Breathing like this counters all that compulsion and magical thinking. It’s a discipline that changes the body’s neurology. It’s scientifically proven that if you do this regularly, if you meditate and focus on your breath and if, in particular, you focus on thoughts of “loving-kindness” toward fellow beings, you change your nervous system permanently, you foster an optimistic attitude, and you prolong your life.
Which means you increase your chances of helping others and serving the higher power of your choice.
Step 11: the way I get the day’s memo. It’s among a few simple ways that give me any hope of discerning true impulses and thoughts from the distortions of addiction. (The other two are prayer and checking my thoughts with a mentor, a sponsor, therapist, pastor, friend, whatever.)
I can’t do this online or over texts. I can’t eat online, I can’t pray online, I can’t hug my son via text, I can’t make love in a text. I can try, I’m sometimes tempted to fulfill these appetites in a virtual way, but it is not the same. All the stuff that nurtures me has to be done in real life (“IRL”).
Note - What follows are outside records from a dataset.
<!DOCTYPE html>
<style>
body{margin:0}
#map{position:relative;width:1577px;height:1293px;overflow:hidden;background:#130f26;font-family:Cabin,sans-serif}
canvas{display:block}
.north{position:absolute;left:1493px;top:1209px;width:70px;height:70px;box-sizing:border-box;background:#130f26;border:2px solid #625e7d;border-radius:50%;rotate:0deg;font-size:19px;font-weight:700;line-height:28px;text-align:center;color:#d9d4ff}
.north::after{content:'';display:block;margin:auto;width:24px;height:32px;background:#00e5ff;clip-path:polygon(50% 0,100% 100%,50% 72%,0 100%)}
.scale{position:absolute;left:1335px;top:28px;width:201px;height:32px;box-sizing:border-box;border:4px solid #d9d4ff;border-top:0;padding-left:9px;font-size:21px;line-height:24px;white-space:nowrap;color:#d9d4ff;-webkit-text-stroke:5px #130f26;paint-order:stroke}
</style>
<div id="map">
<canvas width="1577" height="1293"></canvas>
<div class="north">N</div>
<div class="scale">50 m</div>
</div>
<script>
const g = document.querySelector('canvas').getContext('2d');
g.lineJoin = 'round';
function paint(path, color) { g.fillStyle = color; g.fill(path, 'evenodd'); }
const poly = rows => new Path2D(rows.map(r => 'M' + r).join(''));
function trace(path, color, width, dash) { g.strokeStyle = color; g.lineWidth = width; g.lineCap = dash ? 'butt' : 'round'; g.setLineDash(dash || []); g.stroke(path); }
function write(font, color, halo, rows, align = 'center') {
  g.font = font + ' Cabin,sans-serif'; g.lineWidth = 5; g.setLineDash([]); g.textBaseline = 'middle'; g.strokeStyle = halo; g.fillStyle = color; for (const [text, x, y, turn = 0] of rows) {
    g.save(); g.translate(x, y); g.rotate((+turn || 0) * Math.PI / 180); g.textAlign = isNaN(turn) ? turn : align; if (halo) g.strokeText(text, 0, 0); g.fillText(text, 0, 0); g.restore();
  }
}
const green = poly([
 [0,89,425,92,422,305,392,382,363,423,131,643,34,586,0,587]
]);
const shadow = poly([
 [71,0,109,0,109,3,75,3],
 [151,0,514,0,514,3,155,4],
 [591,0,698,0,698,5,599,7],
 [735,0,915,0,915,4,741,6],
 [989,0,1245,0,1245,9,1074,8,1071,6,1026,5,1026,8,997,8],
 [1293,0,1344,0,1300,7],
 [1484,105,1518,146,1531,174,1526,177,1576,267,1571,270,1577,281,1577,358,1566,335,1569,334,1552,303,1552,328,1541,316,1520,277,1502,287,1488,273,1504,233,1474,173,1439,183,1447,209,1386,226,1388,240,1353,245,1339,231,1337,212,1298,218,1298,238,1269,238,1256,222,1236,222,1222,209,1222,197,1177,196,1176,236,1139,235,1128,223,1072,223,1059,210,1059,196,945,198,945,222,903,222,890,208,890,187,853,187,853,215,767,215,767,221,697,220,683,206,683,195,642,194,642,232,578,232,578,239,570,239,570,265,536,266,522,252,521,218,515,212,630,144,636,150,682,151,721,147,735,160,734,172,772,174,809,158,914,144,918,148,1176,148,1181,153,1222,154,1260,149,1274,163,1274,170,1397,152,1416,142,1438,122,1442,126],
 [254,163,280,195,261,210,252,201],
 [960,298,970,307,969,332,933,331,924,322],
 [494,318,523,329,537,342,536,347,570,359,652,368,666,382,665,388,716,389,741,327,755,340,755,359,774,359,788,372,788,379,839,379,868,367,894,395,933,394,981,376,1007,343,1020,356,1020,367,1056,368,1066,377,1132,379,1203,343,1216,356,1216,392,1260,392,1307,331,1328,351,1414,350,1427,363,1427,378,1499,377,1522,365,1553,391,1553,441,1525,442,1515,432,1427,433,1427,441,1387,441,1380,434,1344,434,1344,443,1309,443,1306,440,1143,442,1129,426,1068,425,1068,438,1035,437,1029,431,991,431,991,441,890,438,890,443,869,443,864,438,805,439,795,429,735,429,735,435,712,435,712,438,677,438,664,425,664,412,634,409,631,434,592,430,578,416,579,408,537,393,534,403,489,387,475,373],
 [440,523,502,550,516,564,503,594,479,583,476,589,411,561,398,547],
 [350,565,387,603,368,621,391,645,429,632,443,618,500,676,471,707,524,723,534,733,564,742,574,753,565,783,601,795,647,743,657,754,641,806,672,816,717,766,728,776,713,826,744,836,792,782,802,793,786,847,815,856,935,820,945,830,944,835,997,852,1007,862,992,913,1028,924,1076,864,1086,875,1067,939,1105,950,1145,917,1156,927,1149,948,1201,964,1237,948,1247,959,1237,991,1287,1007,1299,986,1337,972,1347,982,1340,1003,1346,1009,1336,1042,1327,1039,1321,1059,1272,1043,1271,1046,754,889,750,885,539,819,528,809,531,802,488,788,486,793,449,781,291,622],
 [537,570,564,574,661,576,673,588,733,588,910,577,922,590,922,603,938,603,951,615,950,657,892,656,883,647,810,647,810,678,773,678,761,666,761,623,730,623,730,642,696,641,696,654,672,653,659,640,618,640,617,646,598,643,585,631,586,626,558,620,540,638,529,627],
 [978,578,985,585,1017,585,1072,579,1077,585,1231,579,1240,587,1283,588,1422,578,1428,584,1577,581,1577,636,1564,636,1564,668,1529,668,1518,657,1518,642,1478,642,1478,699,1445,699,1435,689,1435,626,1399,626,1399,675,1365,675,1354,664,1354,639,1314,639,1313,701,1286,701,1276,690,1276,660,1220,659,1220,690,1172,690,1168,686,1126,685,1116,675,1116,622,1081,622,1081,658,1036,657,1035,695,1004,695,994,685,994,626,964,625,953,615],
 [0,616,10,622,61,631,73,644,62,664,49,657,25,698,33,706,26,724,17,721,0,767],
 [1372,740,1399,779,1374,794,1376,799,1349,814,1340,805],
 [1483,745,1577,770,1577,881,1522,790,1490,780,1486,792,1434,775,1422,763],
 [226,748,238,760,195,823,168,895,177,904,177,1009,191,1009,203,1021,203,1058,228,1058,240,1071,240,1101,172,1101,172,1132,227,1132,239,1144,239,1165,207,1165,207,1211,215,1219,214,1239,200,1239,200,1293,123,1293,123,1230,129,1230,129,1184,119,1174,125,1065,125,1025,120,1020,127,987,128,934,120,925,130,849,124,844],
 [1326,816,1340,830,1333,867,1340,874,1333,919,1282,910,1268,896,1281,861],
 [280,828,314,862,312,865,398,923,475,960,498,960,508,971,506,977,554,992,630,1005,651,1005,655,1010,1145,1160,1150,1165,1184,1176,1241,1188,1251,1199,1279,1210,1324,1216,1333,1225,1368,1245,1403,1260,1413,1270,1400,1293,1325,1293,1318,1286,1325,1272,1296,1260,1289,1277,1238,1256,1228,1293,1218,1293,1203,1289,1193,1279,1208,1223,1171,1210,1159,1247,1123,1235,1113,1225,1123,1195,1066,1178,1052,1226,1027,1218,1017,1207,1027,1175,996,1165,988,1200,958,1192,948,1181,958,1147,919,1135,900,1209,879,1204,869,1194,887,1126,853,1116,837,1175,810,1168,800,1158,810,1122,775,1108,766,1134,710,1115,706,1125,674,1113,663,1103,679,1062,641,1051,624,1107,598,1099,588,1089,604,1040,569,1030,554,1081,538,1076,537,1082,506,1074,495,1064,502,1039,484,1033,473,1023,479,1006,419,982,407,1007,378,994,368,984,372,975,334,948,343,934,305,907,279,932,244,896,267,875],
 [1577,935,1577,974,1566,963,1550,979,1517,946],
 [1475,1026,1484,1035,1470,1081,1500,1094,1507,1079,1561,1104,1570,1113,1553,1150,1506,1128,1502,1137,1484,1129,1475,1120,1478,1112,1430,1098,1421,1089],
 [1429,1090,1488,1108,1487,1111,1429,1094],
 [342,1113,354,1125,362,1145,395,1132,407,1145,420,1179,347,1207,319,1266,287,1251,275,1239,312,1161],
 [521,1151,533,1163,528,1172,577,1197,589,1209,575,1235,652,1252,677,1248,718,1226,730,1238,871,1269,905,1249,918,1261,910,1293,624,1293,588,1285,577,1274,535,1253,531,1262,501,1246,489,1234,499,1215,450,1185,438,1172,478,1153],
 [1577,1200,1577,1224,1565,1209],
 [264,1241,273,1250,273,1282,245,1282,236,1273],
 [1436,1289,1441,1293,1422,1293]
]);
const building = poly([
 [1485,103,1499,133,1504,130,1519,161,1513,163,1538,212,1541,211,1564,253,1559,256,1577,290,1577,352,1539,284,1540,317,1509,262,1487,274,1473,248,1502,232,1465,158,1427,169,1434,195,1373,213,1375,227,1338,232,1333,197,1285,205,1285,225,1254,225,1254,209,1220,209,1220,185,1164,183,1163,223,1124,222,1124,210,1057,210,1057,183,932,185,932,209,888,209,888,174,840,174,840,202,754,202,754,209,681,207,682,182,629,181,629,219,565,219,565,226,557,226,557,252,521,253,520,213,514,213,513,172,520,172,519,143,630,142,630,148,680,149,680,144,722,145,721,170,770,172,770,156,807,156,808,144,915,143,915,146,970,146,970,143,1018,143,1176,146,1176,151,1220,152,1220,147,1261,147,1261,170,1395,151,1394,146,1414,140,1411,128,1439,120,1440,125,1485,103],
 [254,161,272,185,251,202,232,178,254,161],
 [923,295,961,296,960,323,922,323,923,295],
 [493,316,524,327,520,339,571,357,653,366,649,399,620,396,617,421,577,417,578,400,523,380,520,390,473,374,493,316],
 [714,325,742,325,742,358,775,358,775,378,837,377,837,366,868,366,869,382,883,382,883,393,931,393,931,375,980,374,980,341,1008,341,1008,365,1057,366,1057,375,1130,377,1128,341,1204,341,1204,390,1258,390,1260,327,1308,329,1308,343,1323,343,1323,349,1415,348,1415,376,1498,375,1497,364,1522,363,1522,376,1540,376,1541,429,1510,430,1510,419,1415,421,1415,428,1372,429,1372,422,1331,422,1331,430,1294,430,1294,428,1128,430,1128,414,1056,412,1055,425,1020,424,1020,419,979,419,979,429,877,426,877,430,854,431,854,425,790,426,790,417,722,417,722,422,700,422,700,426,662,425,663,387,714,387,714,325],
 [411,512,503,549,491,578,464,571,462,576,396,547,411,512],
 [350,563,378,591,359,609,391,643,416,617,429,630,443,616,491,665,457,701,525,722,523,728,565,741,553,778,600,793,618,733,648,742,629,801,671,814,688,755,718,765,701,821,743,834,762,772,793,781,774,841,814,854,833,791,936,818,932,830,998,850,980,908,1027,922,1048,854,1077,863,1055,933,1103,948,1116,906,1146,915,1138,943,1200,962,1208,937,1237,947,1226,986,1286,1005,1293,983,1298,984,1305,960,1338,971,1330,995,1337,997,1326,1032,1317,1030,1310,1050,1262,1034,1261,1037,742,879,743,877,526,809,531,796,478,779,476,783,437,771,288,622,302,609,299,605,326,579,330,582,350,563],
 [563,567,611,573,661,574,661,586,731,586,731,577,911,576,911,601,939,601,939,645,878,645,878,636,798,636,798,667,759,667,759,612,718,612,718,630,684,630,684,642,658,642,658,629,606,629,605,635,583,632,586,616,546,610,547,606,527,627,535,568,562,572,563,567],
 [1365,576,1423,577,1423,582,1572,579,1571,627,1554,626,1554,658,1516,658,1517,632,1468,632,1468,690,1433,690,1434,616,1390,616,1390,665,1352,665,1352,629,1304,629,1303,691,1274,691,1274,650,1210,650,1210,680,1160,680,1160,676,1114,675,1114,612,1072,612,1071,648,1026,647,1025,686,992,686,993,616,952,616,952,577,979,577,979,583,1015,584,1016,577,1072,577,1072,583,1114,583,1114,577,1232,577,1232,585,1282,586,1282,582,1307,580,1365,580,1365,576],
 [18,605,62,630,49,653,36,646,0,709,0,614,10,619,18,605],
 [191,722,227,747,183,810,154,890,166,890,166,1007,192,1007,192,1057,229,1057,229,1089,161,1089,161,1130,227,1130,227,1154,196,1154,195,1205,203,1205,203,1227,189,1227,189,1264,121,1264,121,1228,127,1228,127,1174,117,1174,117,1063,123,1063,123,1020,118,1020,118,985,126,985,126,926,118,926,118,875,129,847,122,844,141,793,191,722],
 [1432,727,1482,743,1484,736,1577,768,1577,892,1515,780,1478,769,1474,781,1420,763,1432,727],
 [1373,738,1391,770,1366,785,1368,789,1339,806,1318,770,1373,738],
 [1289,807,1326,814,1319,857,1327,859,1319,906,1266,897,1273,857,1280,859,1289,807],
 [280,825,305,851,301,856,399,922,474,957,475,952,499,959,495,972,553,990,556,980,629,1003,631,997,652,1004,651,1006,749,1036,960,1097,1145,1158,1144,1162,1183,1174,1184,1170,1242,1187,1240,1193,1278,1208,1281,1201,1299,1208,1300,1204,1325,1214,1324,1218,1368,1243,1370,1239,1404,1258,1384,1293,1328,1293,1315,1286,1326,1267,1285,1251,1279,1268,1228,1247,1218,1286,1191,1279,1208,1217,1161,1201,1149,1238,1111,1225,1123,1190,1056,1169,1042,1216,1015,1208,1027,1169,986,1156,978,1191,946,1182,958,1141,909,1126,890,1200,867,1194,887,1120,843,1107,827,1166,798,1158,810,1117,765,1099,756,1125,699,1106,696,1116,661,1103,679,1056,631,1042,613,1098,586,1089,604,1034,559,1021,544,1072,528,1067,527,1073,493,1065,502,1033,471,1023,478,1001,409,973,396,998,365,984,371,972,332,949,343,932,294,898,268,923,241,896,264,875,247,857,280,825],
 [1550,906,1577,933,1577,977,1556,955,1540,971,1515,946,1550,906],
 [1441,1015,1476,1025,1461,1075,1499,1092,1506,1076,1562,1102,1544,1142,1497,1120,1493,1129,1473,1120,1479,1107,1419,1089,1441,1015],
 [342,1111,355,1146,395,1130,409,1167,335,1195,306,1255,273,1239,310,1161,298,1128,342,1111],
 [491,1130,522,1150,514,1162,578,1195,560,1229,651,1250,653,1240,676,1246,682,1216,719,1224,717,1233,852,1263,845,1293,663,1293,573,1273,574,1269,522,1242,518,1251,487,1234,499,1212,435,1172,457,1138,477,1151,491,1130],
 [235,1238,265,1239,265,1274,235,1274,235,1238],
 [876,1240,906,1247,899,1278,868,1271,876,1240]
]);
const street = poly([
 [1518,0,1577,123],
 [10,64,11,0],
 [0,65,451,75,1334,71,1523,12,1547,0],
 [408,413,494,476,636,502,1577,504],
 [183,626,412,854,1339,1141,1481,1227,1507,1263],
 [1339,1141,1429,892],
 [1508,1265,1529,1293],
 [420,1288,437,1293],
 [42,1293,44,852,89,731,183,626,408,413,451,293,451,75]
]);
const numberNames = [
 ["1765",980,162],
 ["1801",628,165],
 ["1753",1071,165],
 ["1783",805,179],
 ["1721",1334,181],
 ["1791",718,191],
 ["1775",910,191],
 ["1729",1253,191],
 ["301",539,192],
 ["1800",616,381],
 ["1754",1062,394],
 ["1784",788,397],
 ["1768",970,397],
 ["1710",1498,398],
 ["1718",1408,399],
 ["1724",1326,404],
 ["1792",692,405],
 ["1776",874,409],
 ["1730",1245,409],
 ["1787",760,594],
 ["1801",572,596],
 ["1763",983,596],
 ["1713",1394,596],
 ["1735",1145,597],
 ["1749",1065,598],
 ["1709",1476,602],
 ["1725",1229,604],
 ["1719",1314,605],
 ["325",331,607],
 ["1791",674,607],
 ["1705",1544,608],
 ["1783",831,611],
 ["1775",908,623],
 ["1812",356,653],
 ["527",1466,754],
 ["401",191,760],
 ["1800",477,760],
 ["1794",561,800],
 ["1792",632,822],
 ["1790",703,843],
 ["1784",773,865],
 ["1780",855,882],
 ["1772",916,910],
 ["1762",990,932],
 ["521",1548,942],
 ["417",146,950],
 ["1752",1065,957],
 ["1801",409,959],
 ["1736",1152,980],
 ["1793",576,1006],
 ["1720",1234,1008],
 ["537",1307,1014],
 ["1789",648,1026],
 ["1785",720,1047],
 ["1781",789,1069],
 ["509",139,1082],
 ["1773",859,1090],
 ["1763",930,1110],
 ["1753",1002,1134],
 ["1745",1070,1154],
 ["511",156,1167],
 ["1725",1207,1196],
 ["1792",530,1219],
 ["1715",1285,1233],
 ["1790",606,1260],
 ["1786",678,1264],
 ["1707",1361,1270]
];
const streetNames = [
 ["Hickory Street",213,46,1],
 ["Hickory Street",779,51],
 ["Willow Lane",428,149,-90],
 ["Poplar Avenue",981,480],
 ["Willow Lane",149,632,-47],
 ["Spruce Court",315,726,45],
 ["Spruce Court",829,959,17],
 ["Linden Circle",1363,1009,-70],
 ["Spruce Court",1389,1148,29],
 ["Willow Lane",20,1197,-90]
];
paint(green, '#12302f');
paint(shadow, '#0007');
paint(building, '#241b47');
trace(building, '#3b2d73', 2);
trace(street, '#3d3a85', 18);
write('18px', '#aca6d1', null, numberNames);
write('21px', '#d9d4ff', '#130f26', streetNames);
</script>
So that when the opportunity arose to go to New York, I took it to meditation and I could go with peace of mind. So that when P called me two hours ago and asked whether I wanted to go for a walk with her and her dog, I could say Yes because I wasn’t grasping at the compulsion to Get Just A Few More Things Done. So that when I miss Mom and Dad I can know that there was nothing I could do to save my parents and I can put down my self-blame. So that I can trust I can do the next right thing (pick a school/take a job/help a friend/let go of a situation), to the best of my ability, in whatever given situation. Mostly, so I can stop obsessing and start living.